Definindo a moral como sendo o conjunto de normas que regulam as relações dos indivíduos entre si e destes
com a sociedade, o autor conclui que a função da moral é, principalmente, a de harmonizar os interesse de
cada indivíduo com os da sociedade. Como as sociedades humanas são históricas, mutáveis, também a moral
muda com as mudanças da sociedade. Fato é que podemos falar de moral na sociedade antiga, moral feudal,
moral moderna, etc. Há diversas morais de acordo com a diversidade de sociedades.

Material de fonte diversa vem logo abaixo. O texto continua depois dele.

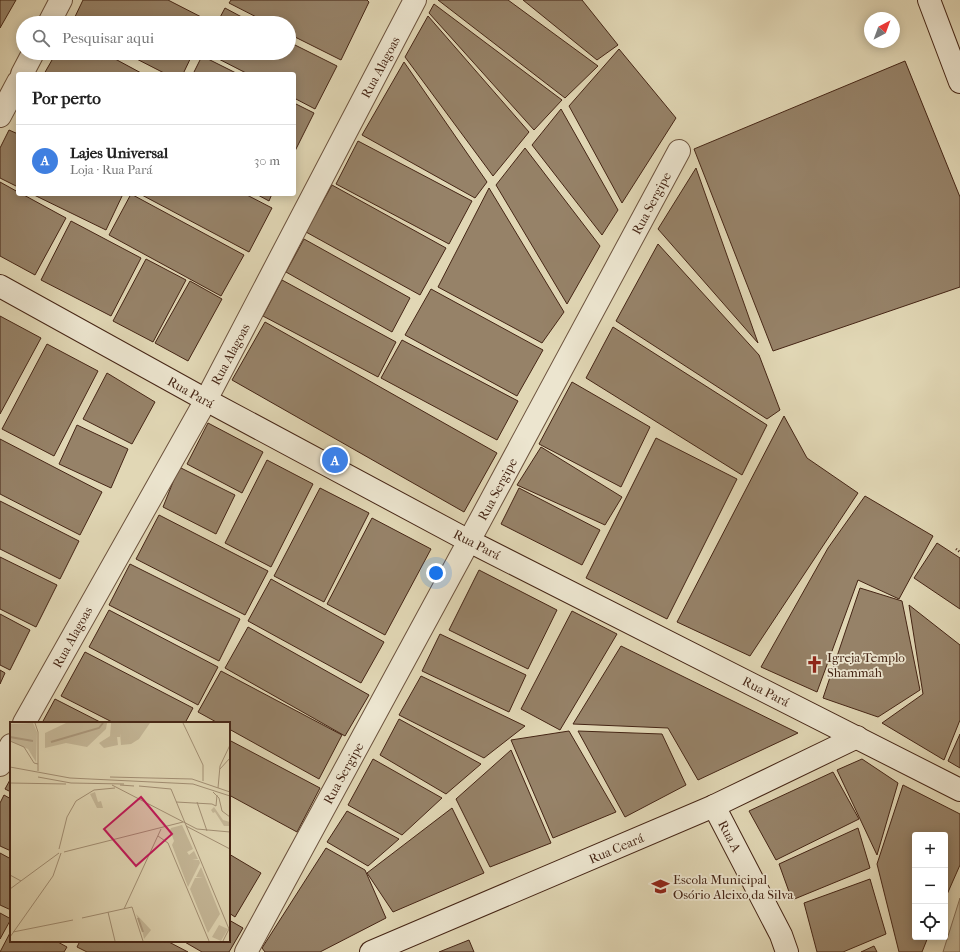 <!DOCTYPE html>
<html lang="pt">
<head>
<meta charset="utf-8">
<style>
  body { margin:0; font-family:"IM FELL French Canon",serif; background:#f6f6f6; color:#222 }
  .controls { position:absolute; right:12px; bottom:12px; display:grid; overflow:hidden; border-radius:4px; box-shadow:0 2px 10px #0003 }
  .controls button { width:36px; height:36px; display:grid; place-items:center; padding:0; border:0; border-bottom:1px solid #e0e0e0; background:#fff; color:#222; font:20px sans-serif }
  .compass { position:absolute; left:864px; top:12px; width:36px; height:36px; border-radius:50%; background:#fff; box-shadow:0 2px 10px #0003; rotate:41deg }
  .you { position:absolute; left:436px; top:573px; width:14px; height:14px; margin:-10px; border:3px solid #fff; border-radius:50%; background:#1a73e8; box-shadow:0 0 0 6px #1a73e833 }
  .badge { display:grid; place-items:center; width:26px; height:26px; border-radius:50%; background:#8f2418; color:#fff; font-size:13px; font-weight:700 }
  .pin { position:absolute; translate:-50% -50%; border:2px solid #fff; box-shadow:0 1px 4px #0006 }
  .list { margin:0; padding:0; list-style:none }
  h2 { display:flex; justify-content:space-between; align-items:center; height:52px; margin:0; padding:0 16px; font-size:17px }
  h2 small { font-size:13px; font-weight:400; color:#767676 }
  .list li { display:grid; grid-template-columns:26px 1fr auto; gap:12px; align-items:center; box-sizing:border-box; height:72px; padding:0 16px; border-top:1px solid #e0e0e0 }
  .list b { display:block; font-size:15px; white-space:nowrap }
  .list p { margin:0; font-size:13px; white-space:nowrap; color:#767676 }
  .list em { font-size:13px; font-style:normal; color:#767676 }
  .icon { flex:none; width:22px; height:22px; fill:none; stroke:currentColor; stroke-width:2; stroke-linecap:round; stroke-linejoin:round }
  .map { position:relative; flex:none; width:960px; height:952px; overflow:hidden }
  .search { position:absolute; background:#fff; box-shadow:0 2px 10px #0003; left:16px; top:16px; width:280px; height:44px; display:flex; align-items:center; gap:10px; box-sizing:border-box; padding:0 14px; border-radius:22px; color:#767676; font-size:15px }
  .panel { position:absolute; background:#fff; box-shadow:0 2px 10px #0003; left:16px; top:72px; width:280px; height:124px; border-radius:4px }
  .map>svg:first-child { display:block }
  .green { fill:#c6b99a; stroke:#866f58 }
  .building { fill:#968268; stroke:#452515 }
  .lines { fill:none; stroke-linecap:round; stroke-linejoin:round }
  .street-casing { stroke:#6c523d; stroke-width:24 }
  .secondary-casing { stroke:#452515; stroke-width:24 }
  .path { stroke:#452515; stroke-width:2.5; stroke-dasharray:1 2; stroke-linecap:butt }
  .street { stroke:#ece5cf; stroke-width:22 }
  .secondary { stroke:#ece5cf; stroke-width:22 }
  .labels { text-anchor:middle; stroke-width:3.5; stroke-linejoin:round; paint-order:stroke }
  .street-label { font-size:13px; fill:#452515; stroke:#ece5cf }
  .poi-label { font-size:13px; fill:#452515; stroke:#ece5cf; text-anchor:start }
  .inset-river { fill:none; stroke:#ac9a7f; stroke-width:2 }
  .inset-road { fill:none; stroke:#a39075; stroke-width:1 }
  .view { fill:#c2185b; fill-opacity:0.15; stroke:#c2185b; stroke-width:2 }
  .inset-edge { fill:none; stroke:#452515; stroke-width:2 }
</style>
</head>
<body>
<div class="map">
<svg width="960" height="952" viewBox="0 0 960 952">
  <rect width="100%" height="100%" fill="#e1d7b5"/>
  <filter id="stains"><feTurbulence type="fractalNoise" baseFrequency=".005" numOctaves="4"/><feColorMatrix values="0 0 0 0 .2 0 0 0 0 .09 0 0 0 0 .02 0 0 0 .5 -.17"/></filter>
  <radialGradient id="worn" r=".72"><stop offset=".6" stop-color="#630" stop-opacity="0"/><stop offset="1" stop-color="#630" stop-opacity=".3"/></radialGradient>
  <polygon class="green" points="960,898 960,952 943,952"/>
  <g class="building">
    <polygon points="0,0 16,0 0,28"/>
    <polygon points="83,0 168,0 209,21 209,23 72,23"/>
    <polygon points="231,0 367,0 369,2 341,60 289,34 289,23 268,23 229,3"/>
    <polygon points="438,0 508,0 598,66 565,98"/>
    <polygon points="523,0 582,0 618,45 597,60"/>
    <polygon points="434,4 562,100 534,130 429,13"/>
    <polygon points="225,8 253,23 217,23"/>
    <polygon points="428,16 529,132 493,176 405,57"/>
    <polygon points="289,42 337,66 315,109 294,98 294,74 248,74 207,53 289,53"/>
    <polygon points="619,49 676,118 622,203 569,106"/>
    <polygon points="56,53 104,53 143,74 44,74"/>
    <polygon points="125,53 193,53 183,74 166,74"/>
    <polygon points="202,56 238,74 193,74"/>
    <polygon points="905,61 960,197 960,287 773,351 694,149"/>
    <polygon points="404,62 487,182 475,198 362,135"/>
    <polygon points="294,103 314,113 294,153"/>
    <polygon points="561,109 618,210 602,235 532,145"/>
    <polygon points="9,130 18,134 18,187 0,178 0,148"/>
    <polygon points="358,141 472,201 449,244 336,184"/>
    <polygon points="525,148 600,246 567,304 496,185"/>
    <polygon points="696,168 758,343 658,229"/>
    <polygon points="0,182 18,192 18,194 22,194 66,218 35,275 0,256"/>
    <polygon points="332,185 446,248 420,295 306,232"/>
    <polygon points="489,188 564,312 542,343 438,287"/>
    <polygon points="32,194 123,194 106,230"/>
    <polygon points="131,194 244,255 221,296 109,235"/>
    <polygon points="140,194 245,194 272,208 249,252"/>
    <polygon points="256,194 272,194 269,201"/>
    <polygon points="71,221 141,258 111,316 41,280"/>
    <polygon points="304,239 410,298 392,332 286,272"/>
    <polygon points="658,244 759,355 780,410 767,419 616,321"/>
    <polygon points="146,259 186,280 153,342 113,321"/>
    <polygon points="282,280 396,342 378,377 263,316"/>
    <polygon points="190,281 222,299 188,361 155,343"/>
    <polygon points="431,289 543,350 517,396 405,335"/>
    <polygon points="0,316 41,338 0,414"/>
    <polygon points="265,322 497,453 464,512 232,380"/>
    <polygon points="613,327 767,425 742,475 586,378"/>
    <polygon points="402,340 518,401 497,440 381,378"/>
    <polygon points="47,344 98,371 54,456 2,429"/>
    <polygon points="107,373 155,402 132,444 83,419"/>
    <polygon points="572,382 650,427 621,487 539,444"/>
    <polygon points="784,416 807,458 858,493 750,656 677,622"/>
    <polygon points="208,423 263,452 242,493 187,464"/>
    <polygon points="77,425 128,449 111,488 59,464"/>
    <polygon points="656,438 737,479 667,619 586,578"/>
    <polygon points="0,439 102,492 80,535 0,494"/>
    <polygon points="541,447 622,497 605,525 517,485"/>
    <polygon points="267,460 313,484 271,567 225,543"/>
    <polygon points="179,467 235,495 216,534 163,507"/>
    <polygon points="320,488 369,513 324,602 274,576"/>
    <polygon points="519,488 600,530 582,565 501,524"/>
    <polygon points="865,496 933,536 899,599 858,580 817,692 761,667 828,548"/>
    <polygon points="0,501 79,541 60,579 0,549"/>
    <polygon points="159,515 268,571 245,615 136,559"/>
    <polygon points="372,518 431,549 385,635 327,604"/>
    <polygon points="937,543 960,558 960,609 914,578"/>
    <polygon points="0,557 57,585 36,627 0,609"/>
    <polygon points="130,564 240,619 219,661 109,605"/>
    <polygon points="479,570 557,610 528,669 449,630"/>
    <polygon points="271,579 384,642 361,683 248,621"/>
    <polygon points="860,588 902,601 920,690 878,717 823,698"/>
    <polygon points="909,605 960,645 960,720 944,760 882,723 923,694"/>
    <polygon points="109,610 218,667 198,705 89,647"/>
    <polygon points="572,611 617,634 560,730 521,709"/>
    <polygon points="0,614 30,630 10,670 0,665"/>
    <polygon points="248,627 369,695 345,736 225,668"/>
    <polygon points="440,634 526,675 509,712 422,671"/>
    <polygon points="621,646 798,733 698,780 668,728 573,724"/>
    <polygon points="85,652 193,708 185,723 114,723 61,696"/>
    <polygon points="0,670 5,673 0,684"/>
    <polygon points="221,671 342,735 319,779 229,729 229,723 218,723 198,712"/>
    <polygon points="421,676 525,726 484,758 399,715"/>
    <polygon points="55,699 102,723 42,723"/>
    <polygon points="399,719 481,764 446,794 380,755"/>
    <polygon points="569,731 616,812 553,838 511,740"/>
    <polygon points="578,731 662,734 686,785 625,817"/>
    <polygon points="960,734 960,768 948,761"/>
    <polygon points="229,740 320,788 297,832 229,795"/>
    <polygon points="511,750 551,843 490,867 456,799"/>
    <polygon points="373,759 442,798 402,835 348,805"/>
    <polygon points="862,759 898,783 877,855 837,770"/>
    <polygon points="833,772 859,819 776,860 749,811"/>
    <polygon points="11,778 11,792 5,789"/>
    <polygon points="903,785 960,814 960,865 945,899 945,835 915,835 915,937 928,937 922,952 899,952 877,864"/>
    <polygon points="4,795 11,799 11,851 0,846 0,803"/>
    <polygon points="452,808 484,873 393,912 367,873"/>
    <polygon points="347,811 399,839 368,866 327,842"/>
    <polygon points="858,828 870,868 792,900 779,864"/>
    <polygon points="326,848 365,870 386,918 320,952 265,952 262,948"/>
    <polygon points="0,853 11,859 11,910 0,905"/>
    <polygon points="229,854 261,873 235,917 229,913"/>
    <polygon points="870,879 886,934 843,952 817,952 804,903"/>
    <polygon points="0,913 11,919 0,939"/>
    <polygon points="229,920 243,928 229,952 202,952 183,941 229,941"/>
    <polygon points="11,931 11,941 56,941 67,947 64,952 0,952"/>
    <polygon points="469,940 474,952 439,952"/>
    <polygon points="80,941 167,941 188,952 87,952 77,947"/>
    <polygon points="874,946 877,952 861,952"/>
  </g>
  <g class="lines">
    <defs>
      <g id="street">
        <polyline points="49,23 61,0"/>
        <polyline points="22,74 33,53"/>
        <polyline points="0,116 18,82"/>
        <polyline points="24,723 206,400 415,0"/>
        <polyline points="0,765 11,745"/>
        <polyline points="246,952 469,541 679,151"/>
      </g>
      <g id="secondary">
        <polyline points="929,0 960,82"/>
        <polyline points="0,286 206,400 469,541 960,790"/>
        <polyline points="714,806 781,935 787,952"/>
        <polyline points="371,952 714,806 857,737"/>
      </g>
    </defs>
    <use href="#street" class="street-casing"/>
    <use href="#secondary" class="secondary-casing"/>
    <polyline class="path" points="956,549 960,552"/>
    <use href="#street" class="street"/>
    <use href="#secondary" class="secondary"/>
  </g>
  <defs>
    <symbol id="church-bare" viewBox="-9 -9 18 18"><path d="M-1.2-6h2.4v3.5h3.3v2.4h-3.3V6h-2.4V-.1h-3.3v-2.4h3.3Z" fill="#8f2418" stroke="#ece5cf" stroke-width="2.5" paint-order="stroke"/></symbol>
    <symbol id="school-bare" viewBox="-9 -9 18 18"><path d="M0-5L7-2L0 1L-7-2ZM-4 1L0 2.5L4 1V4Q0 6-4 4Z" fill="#8f2418" stroke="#ece5cf" stroke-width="2.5" paint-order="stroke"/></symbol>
  </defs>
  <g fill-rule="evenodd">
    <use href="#church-bare" x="802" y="652" width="25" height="25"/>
    <use href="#school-bare" x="648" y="874" width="25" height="25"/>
  </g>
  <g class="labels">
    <g class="street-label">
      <text transform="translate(380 67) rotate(-62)" y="5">Rua Alagoas</text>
      <text transform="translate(651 203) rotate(-62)" y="5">Rua Sergipe</text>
      <text transform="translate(230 354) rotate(-62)" y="5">Rua Alagoas</text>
      <text transform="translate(191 392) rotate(29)" y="5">Rua Pará</text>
      <text transform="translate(497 489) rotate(-62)" y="5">Rua Sergipe</text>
      <text transform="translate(477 544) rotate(27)" y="5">Rua Pará</text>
      <text transform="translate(72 637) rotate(-61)" y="5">Rua Alagoas</text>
      <text transform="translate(766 691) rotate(27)" y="5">Rua Pará</text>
      <text transform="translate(343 773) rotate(-61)" y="5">Rua Sergipe</text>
      <text transform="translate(730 836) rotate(63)" y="5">Rua A</text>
      <text transform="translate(616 848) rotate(-23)" y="5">Rua Ceará</text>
    </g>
    <g class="poi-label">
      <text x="827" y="662">Igreja Templo<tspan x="827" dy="15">Shammah</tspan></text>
      <text x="673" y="884">Escola Municipal<tspan x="673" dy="15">Osório Aleixo da Silva</tspan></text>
    </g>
  </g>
  <g transform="translate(10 722)">
    <rect width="220" height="220" fill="#e1d7b5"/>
    <path d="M23,1l4,9 -1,30 -8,-13 -18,-8v-17zM56,1h84l-11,16 -8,5 -10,1 -1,-12v4h-3l1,8 -14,3 -5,-5 11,-7 1,-13h-4l-1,6 -19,18 -21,-4 -21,5v-15zM85,70l3,10 3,-1 2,7h-6l-7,-14zM204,85l9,13 7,2v4h-6l-9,-14 -2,1 -2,-3zM172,103l11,24 -6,3 2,3 5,-4 4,8 -6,1h7l1,3 -12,24 -16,-42 2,-4 -4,-11 1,-2zM191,145l19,47 -12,19 -18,-44 5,-11h8l-7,-1zM126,192l15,16 -7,9 -2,-10zM209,203l9,4 -7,12 -9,-4z" fill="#c6b99a"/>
    <path class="inset-river" d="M0,15l23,4M41,20l48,-14 4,-5M128,196l5,14"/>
    <path class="inset-road" d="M25,1l3,9v39M173,1l20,42v16M0,19l14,6 10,16 4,1M0,45l60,11 123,6 37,12M210,47l10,-11M28,55l33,6 53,1M100,55l82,2 38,13M0,61l56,1M102,63l85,44 33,3M110,63l14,1M129,64l32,3 58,140M208,66l2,-22 10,-21M203,70l6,6 3,13 8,6M166,80l36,2 4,2 1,-11M187,80l10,29M176,104l44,23M148,114l10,7 41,98M49,127l8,-32 9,-16 18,-11 21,-2M54,130l119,-30M0,153l11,6M0,167l49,-36M114,187l37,-80M98,190l7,29M72,196l50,-11 11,34M3,210l60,-12M0,215l43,-61 8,-23M213,219l6,-12"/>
    <path class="view" d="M131,75l31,37 -36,32 -32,-37z"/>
    <rect width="220" height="220" class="inset-edge"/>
  </g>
  <rect width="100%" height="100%" filter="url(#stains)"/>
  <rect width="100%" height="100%" fill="url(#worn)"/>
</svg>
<div class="controls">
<button>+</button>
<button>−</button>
<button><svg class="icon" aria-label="locate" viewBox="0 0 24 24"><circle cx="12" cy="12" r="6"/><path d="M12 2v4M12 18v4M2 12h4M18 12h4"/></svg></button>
</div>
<svg class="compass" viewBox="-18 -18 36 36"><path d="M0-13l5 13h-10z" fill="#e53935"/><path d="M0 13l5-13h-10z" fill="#767676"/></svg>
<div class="you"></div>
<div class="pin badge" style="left:335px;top:460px;background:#3f7fe0">A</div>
<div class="search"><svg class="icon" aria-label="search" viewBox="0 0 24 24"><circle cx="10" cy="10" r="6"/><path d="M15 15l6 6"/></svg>Pesquisar aqui</div>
<section class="panel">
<h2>Por perto<small></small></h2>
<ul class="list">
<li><span class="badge" style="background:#3f7fe0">A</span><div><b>Lajes Universal</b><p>Loja · Rua Pará</p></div><em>30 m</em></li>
</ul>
</section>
</div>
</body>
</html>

Outro argumento do autor é o da historicidade do ser humano, isto é, a tese de que o ser humano não é um
ente pronto por natureza, ele é aquilo que faz de si mesmo fazendo história; ele se auto-produz. Se o ser
humano é histórico também a moral é histórica.
Houve, contudo, ao longo da história três formas de fundamentação a-histórica da moral, que o autor considera
falsas.
• A primeira e mais difundida coloca Deus como origem e fundamento da moral, considera que as normas
morais foram legadas por Deus, conseqüentemente, não estariam à mercê das mudanças históricas.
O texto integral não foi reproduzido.